## Task data
BEGIN
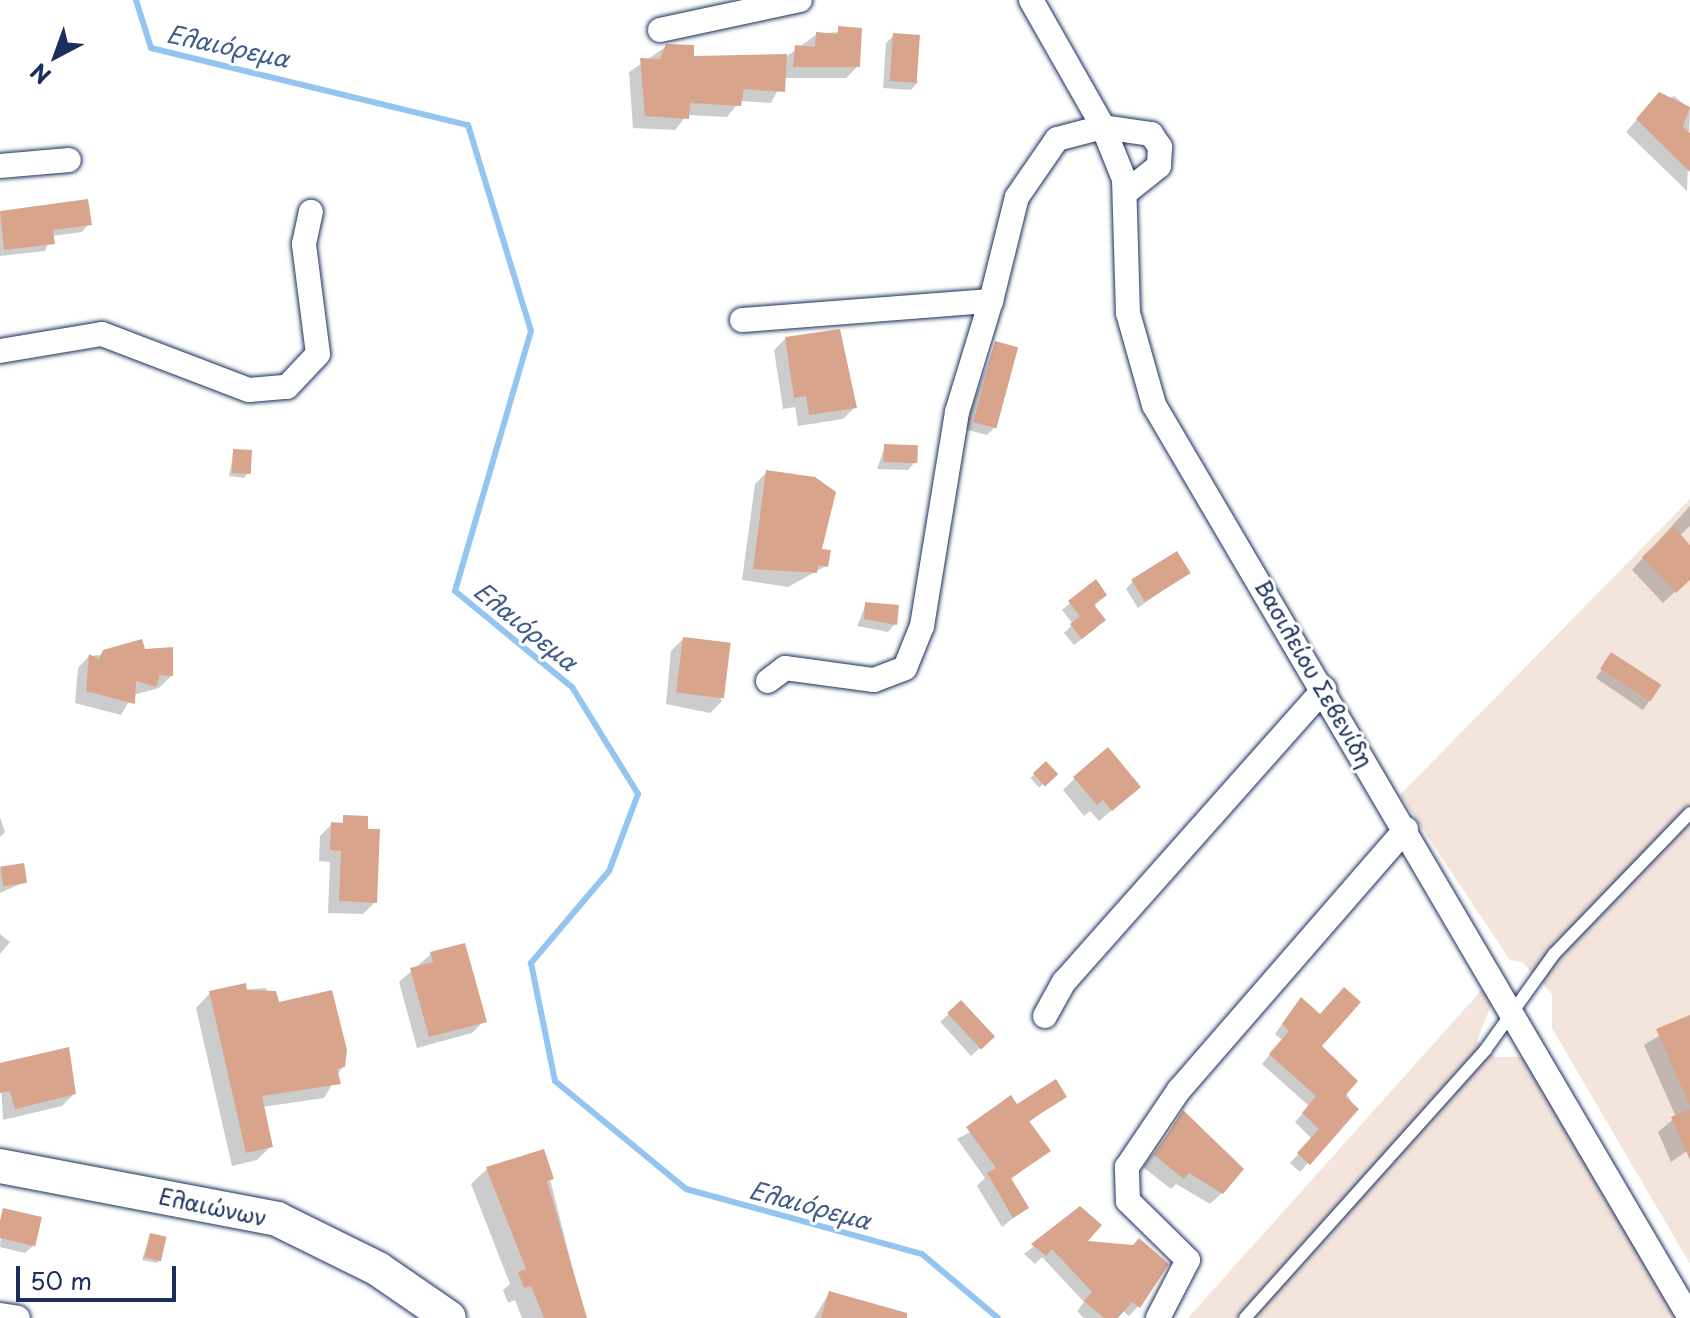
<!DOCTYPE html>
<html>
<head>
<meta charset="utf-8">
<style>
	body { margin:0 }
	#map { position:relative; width:1690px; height:1318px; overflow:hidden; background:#fff; font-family:"Playpen Sans",sans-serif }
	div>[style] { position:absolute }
	.built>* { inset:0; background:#f3e4dc }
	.shadow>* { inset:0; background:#0003; transform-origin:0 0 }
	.stream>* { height:6px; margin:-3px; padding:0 3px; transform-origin:3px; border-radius:3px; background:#94c5f0 }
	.building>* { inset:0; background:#d8a58c; transform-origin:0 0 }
	.roads { filter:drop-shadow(0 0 2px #1b2f5e) drop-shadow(0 0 2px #1b2f5e) }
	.lane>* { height:12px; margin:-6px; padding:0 6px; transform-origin:6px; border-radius:6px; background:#fff }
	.street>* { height:24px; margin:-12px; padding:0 12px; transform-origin:12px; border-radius:12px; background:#fff }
	.secondary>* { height:34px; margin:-17px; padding:0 17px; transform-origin:17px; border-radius:17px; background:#fff }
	span { translate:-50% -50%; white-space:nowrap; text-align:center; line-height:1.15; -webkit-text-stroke:6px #fff; paint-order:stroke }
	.street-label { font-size:22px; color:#1b2f5e }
	.water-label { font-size:24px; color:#3f5c8a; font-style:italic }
	.north { position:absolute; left:16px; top:16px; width:80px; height:80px; -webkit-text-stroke:6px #fff; paint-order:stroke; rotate:221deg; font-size:22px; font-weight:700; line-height:32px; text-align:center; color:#1b2f5e }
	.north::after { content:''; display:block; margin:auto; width:28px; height:36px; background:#1b2f5e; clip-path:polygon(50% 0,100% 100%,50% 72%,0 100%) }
	.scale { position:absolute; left:16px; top:1266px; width:160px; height:36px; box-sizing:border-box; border:4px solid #1b2f5e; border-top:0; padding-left:10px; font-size:24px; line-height:28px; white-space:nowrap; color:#1b2f5e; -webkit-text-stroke:6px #fff; paint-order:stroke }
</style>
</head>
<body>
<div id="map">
	<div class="built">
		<i style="clip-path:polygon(1690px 499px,1690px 1264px,1552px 1028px,1552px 994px,1522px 962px,1510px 960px,1400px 795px)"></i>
		<i style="clip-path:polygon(1487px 984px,1492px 1003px,1477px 1041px,1495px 1057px,1523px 1057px,1677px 1318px,1188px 1318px)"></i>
	</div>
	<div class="shadow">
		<i style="clip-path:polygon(859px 30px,858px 66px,846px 78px,784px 78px,771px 103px,740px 101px,727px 117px,687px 115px,675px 130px,633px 128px,629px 72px,667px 46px,692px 58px,787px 56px,817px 34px)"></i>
		<i style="clip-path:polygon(894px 35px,918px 82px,911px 90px,883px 88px,886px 43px)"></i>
		<i style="clip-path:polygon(1674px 96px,1690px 109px,1687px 191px,1626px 132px,1648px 107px)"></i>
		<i style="clip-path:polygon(86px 202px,89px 224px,82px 232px,52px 236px,45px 251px,0 256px,0 213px)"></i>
		<i style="clip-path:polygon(786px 338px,855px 407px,843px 419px,798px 426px,795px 407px,783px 409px,774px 350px)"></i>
		<i style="clip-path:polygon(995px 343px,995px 427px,987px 435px,964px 429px)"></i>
		<i style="clip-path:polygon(885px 446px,915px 462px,908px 470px,877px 469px)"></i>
		<i style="clip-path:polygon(234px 451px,247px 474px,244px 478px,229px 476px)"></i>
		<i style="clip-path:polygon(767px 472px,826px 566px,788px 587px,742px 580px,755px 484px)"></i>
		<i style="clip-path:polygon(1690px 506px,1690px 526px,1679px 536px,1690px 548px,1690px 577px,1663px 603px,1632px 570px)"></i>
		<i style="clip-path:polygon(1188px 572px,1138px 608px,1126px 589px,1133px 581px)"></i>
		<i style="clip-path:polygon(1095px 582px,1096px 628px,1074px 645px,1064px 633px,1073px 624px,1062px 610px)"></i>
		<i style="clip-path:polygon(866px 604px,895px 624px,888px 632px,857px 626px)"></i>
		<i style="clip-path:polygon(683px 639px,722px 701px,710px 713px,666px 704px,671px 651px)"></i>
		<i style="clip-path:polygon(144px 651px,171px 676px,159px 688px,133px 695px,121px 715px,75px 703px,78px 668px,89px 656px)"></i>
		<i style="left:1612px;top:654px;width:57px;height:29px;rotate:34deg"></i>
		<i style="left:1046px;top:764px;width:13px;height:21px;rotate:48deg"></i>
		<i style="clip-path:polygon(1075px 778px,1126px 798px,1099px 821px,1090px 811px,1084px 816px,1063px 790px)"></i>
		<i style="clip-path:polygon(0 817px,5px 832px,0 837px)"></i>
		<i style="clip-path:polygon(366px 819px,375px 902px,363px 914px,328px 913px,330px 862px,319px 861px,320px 836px,332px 824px)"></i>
		<i style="clip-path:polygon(0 869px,25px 882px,0 893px)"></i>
		<i style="clip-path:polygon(0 934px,10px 942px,0 954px)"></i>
		<i style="clip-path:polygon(431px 954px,484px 1021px,472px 1033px,417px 1048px,399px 982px)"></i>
		<i style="clip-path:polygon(265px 988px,343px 1066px,324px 1098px,262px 1107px,271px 1146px,257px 1160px,232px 1166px,196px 1008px,210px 993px)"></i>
		<i style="left:961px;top:1003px;width:46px;height:28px;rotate:48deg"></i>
		<i style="clip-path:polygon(1293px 1009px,1356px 1109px,1300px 1172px,1290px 1163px,1312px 1139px,1295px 1122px,1309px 1106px,1262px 1064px,1282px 1040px,1275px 1034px)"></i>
		<i style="clip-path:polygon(1690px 1017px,1690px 1149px,1671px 1162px,1658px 1132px,1676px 1117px,1644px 1045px)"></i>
		<i style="clip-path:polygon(0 1065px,74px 1094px,62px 1106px,3px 1120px)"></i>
		<i style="clip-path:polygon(1064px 1096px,1028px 1123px,1048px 1150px,1010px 1180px,1026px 1208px,1002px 1227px,977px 1186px,985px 1178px,957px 1139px,1017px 1107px)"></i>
		<i style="clip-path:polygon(1183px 1113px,1222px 1193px,1210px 1204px,1176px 1184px,1171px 1189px,1143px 1167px)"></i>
		<i style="clip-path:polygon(543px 1151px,584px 1315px,581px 1318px,522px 1318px,515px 1300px,508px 1303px,503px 1290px,510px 1284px,471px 1184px,487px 1169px)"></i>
		<i style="clip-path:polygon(1080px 1209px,1083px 1243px,1134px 1247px,1138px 1306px,1129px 1316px,1122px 1310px,1115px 1318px,1084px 1318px,1077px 1311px,1084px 1302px,1042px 1257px,1035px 1264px,1024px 1254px)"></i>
		<i style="clip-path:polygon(3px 1210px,33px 1246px,25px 1253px,0 1247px)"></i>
		<i style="clip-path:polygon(150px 1235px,160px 1260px,157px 1263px,142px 1260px)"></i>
		<i style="clip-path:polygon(829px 1293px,899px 1318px,814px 1318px)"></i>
	</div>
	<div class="stream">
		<i style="left:136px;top:0;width:50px;rotate:72.6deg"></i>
		<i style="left:151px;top:48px;width:326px;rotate:13.7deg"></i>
		<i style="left:468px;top:125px;width:215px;rotate:73deg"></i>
		<i style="left:531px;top:331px;width:271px;rotate:106.3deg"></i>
		<i style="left:455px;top:591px;width:151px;rotate:39.4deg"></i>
		<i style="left:572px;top:687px;width:126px;rotate:58.3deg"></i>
		<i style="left:638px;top:794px;width:82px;rotate:110.6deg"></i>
		<i style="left:609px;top:871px;width:121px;rotate:130.3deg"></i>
		<i style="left:531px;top:963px;width:120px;rotate:78.5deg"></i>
		<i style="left:555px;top:1081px;width:170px;rotate:39.5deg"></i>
		<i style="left:686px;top:1189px;width:245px;rotate:15.4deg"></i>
		<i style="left:922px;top:1254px;width:99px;rotate:40.1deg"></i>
	</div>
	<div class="building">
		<i style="clip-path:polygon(838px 26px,862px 28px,860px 67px,793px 67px,795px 45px,815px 47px,816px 32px,838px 34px)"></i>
		<i style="left:893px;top:33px;width:27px;height:48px;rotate:4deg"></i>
		<i style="clip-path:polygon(666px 44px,694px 45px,694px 56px,787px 54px,785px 92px,744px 89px,741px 106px,690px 103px,689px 119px,645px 116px,640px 58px,660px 59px)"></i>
		<i style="clip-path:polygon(1659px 92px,1690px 107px,1683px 127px,1690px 133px,1690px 172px,1636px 119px)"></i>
		<i style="clip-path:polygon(88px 199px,92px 225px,53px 230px,55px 244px,4px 250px,0 211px)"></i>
		<i style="clip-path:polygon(840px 329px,857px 408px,809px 415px,806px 396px,794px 398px,785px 337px)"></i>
		<i style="left:995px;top:341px;width:24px;height:84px;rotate:15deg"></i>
		<i style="left:884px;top:444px;width:34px;height:18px;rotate:2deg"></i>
		<i style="left:233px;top:449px;width:19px;height:24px;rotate:3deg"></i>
		<i style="clip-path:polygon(766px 470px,815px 477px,836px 492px,822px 549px,831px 550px,828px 567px,818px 565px,817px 573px,753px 569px)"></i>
		<i style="clip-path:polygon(1674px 527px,1690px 545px,1690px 580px,1676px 593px,1642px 557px)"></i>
		<i style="left:1177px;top:551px;width:26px;height:54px;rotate:58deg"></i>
		<i style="clip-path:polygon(1096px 579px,1107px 595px,1094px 605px,1106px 620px,1082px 639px,1070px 624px,1080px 616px,1068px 601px)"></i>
		<i style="clip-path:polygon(865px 602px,899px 605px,897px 625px,864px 619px)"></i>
		<i style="left:683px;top:637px;width:48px;height:56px;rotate:7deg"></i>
		<i style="clip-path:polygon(142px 639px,145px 649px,173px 647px,173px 676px,160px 675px,156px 687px,136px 681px,135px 704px,86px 691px,89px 654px,99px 659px,103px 650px)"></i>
		<i style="left:1611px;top:652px;width:60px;height:20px;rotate:33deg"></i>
		<i style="clip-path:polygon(1108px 747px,1141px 787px,1112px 811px,1103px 800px,1097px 805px,1073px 777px)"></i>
		<i style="left:1046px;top:761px;width:18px;height:18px;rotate:47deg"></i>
		<i style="clip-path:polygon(343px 815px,368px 816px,368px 829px,380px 829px,377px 903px,339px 901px,341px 851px,330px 850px,331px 822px,343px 823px)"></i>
		<i style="left:24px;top:863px;width:20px;height:24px;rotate:81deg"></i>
		<i style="clip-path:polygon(465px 943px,487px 1022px,429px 1037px,410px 968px,433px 962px,430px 952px)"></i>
		<i style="clip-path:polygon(246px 983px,247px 990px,276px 991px,279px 1002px,332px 990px,347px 1050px,345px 1067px,337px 1069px,341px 1084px,262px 1096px,273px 1147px,246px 1153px,209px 991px)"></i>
		<i style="clip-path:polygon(1344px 987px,1361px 1002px,1322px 1046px,1358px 1081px,1345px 1096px,1359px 1109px,1310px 1165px,1297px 1153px,1319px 1129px,1302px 1113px,1316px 1096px,1269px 1054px,1289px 1031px,1282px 1024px,1301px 997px,1320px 1014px)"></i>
		<i style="left:961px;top:1000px;width:50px;height:19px;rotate:47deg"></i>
		<i style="clip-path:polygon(1690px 1015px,1690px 1106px,1656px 1029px)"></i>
		<i style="clip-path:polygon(69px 1047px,76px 1094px,15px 1109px,10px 1091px,0 1093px,0 1063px)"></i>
		<i style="clip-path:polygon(1056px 1079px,1067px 1097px,1029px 1121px,1051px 1151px,1011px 1178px,1029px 1208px,1013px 1218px,987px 1173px,996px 1168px,966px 1127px,1011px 1095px,1017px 1104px)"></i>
		<i style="clip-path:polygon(1690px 1109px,1690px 1160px,1671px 1117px)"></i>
		<i style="clip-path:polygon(1183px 1110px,1244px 1169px,1223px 1194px,1189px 1173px,1184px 1179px,1154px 1155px)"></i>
		<i style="clip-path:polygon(544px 1149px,554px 1179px,547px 1181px,587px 1318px,544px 1318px,531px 1286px,524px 1288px,518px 1272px,526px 1269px,486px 1167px)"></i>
		<i style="clip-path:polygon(1080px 1206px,1102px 1225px,1088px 1241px,1133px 1245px,1139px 1238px,1169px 1264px,1140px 1308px,1132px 1302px,1118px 1318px,1104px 1318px,1084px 1301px,1092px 1292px,1052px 1249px,1046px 1256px,1031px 1244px)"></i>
		<i style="left:3px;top:1208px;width:40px;height:30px;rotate:13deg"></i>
		<i style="left:150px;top:1233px;width:17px;height:25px;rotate:13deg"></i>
		<i style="clip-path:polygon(829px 1291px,907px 1313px,907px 1318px,821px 1318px)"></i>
	</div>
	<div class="roads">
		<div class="lane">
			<i style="left:1245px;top:1318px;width:361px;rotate:-48.1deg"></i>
			<i style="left:1486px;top:1049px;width:117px;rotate:-54.4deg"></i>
			<i style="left:1554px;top:954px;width:196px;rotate:-46deg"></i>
		</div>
		<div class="street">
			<i style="left:1031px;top:0;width:146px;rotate:60.4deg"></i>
			<i style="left:1103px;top:127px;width:56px;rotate:68deg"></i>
			<i style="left:1124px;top:179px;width:134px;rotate:88.3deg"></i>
			<i style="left:1128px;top:313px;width:96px;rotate:74.2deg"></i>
			<i style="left:1154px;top:405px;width:1059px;rotate:59.58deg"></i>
			<i style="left:660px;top:30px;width:143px;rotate:-12.1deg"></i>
			<i style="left:0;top:166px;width:69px;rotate:-5deg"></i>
			<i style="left:742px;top:320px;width:250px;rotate:-4.4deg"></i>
			<i style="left:991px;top:301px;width:107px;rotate:-76deg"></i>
			<i style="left:1017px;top:197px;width:70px;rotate:-55.4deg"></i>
			<i style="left:1057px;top:139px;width:48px;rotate:-14.6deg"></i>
			<i style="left:1103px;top:127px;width:49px;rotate:8.3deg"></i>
			<i style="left:1151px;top:134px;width:16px;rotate:55deg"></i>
			<i style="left:1160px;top:147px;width:19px;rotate:93deg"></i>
			<i style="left:1159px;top:166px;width:43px;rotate:141.5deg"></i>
			<i style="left:0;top:351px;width:103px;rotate:-9.5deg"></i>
			<i style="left:102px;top:334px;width:157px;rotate:20.9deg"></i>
			<i style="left:249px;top:390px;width:38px;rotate:-5deg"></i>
			<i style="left:287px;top:387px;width:45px;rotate:-46.8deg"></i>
			<i style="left:318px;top:354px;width:111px;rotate:-97.3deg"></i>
			<i style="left:304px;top:244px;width:33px;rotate:-78deg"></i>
			<i style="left:768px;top:681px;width:21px;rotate:-37deg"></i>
			<i style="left:785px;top:668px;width:90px;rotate:7.7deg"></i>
			<i style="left:874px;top:680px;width:33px;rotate:-21deg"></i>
			<i style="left:905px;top:668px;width:45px;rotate:-68deg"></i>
			<i style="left:922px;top:626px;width:217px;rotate:-80.7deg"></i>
			<i style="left:957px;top:412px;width:116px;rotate:-73deg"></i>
			<i style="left:1045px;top:1016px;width:39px;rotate:-61deg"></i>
			<i style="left:1064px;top:982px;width:392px;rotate:-48.4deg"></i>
			<i style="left:0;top:1315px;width:18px;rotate:9deg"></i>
			<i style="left:1158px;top:1318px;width:65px;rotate:-62.7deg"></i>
			<i style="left:1188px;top:1260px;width:84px;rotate:-135.5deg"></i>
			<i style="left:1128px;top:1201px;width:34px;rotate:-92deg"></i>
			<i style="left:1127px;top:1167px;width:93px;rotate:-56deg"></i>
			<i style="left:1179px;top:1090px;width:346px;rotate:-49deg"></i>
		</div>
		<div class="secondary">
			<i style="left:0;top:1166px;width:282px;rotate:10.8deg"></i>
			<i style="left:277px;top:1219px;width:113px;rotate:26.3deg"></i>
			<i style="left:378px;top:1269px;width:86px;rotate:34.6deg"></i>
		</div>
	</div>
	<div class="street-label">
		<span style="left:1315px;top:673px;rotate:60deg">Βασιλείου Σεβενίδη</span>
		<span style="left:213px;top:1206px;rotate:12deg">Ελαιώνων</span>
	</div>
	<div class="water-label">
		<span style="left:228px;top:46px;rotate:12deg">Ελαιόρεμα</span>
		<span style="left:526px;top:626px;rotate:39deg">Ελαιόρεμα</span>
		<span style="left:810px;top:1205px;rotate:15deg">Ελαιόρεμα</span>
	</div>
	<div class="north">N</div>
	<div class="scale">50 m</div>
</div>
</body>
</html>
END
## What you should do
Restate word for word every line from the top of the entries above to the line with "position:absolute; left:16px; top:16px;", inclusive, and skip any pictures.

## Written solution
<!DOCTYPE html>
<html>
<head>
<meta charset="utf-8">
<style>
	body { margin:0 }
	#map { position:relative; width:1690px; height:1318px; overflow:hidden; background:#fff; font-family:"Playpen Sans",sans-serif }
	div>[style] { position:absolute }
	.built>* { inset:0; background:#f3e4dc }
	.shadow>* { inset:0; background:#0003; transform-origin:0 0 }
	.stream>* { height:6px; margin:-3px; padding:0 3px; transform-origin:3px; border-radius:3px; background:#94c5f0 }
	.building>* { inset:0; background:#d8a58c; transform-origin:0 0 }
	.roads { filter:drop-shadow(0 0 2px #1b2f5e) drop-shadow(0 0 2px #1b2f5e) }
	.lane>* { height:12px; margin:-6px; padding:0 6px; transform-origin:6px; border-radius:6px; background:#fff }
	.street>* { height:24px; margin:-12px; padding:0 12px; transform-origin:12px; border-radius:12px; background:#fff }
	.secondary>* { height:34px; margin:-17px; padding:0 17px; transform-origin:17px; border-radius:17px; background:#fff }
	span { translate:-50% -50%; white-space:nowrap; text-align:center; line-height:1.15; -webkit-text-stroke:6px #fff; paint-order:stroke }
	.street-label { font-size:22px; color:#1b2f5e }
	.water-label { font-size:24px; color:#3f5c8a; font-style:italic }
	.north { position:absolute; left:16px; top:16px; width:80px; height:80px; -webkit-text-stroke:6px #fff; paint-order:stroke; rotate:221deg; font-size:22px; font-weight:700; line-height:32px; text-align:center; color:#1b2f5e }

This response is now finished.